Now that the glaucoma guidelines challenge is done and dusted, what is new? The result is that it is recognised that therapeutically endorsed optometrists are competent to independently diagnose, treat and manage patients with glaucoma. The Board published the revised Guidelines for use of scheduled medicines on 8 December 2014, along with an FAQ and a fact sheet that the Board expects all registered optometrists who use scheduled medicines to be familiar with. The major change to the previous guidelines is that there must be referral to an ophthalmologist within four months of the initial diagnosis, with a copy of the referral provided to the patient, but the optometrist can continue to treat a patient for chronic glaucoma if indicated.

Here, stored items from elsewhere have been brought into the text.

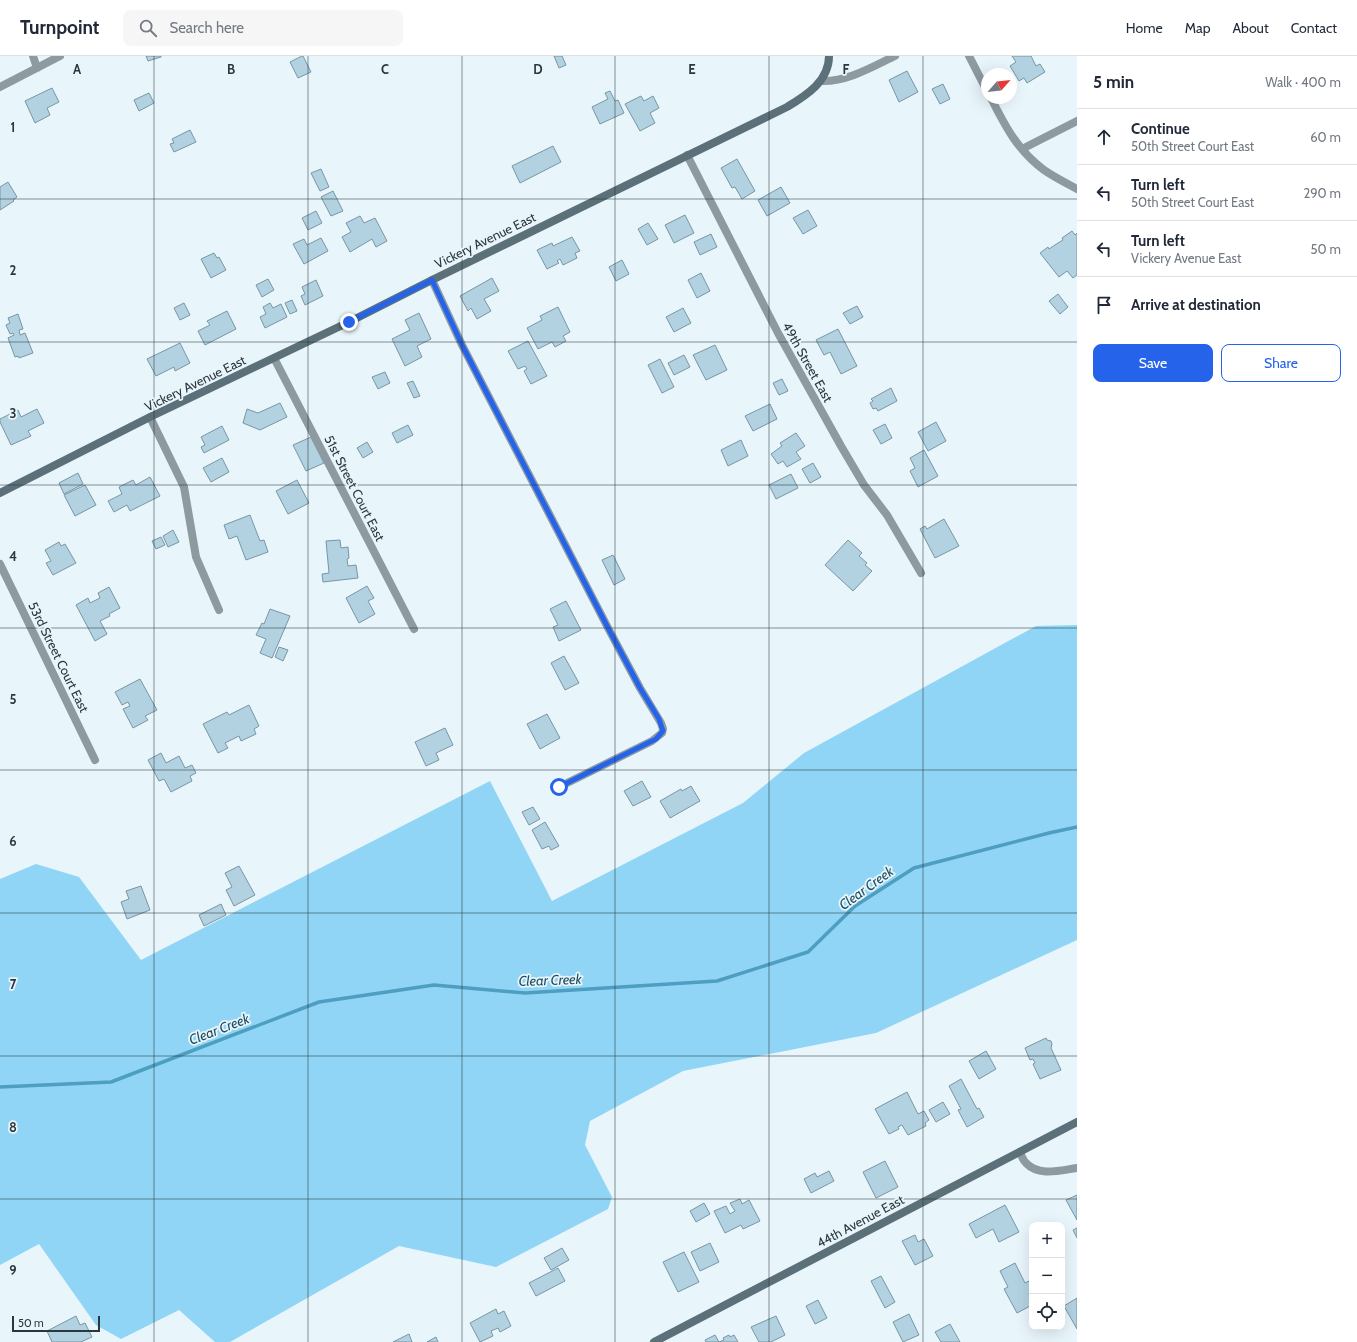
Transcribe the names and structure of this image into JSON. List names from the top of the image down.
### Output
{
  "streets": {
    "street": [
      "Vickery Avenue East",
      "49th Street East",
      "51st Street Court East",
      "53rd Street Court East",
      "44th Avenue East"
    ]
  },
  "crossings": [
    ["Vickery Avenue East", "49th Street East"],
    ["Vickery Avenue East", "51st Street Court East"]
  ],
  "water": ["Clear Creek"],
  "scale_bar": "50 m",
  "north": "top right",
  "page": {
    "header": "Turnpoint",
    "search": "Search here",
    "nav": [
      "Home",
      "Map",
      "About",
      "Contact"
    ],
    "heading": ["5 min", "Walk · 400 m"],
    "list": [
      ["Continue", "50th Street Court East", "60 m"],
      ["Turn left", "50th Street Court East", "290 m"],
      ["Turn left", "Vickery Avenue East", "50 m"],
      "Arrive at destination"
    ],
    "buttons": ["Save", "Share"],
    "map_buttons": ["+", "−"],
    "scale": "50 m"
  },
  "grid": {
    "columns": [
      "A",
      "B",
      "C",
      "D",
      "E",
      "F"
    ],
    "rows": [
      "1",
      "2",
      "3",
      "4",
      "5",
      "6",
      "7",
      "8",
      "9"
    ]
  }
}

What is now evident is that the public, as well as the government and the medical profession, expect that optometrists can provide this care. All optometrists can diagnose and manage patients with suspected glaucoma. However, many cannot prescribe the appropriate scheduled medicines. This situation reduces the potential to deliver better services to rural and remote Australia as well as to significantly reduce public hospital waiting lists.
To achieve this contribution to eye healthcare reform, it is critical that all optometrists are trained to independently treat glaucoma under the guidelines. I encourage all optometrists who are not therapeutically endorsed to plan this further education as soon as practical, particularly in the light of the fact that all new registrants must be therapeutically endorsed.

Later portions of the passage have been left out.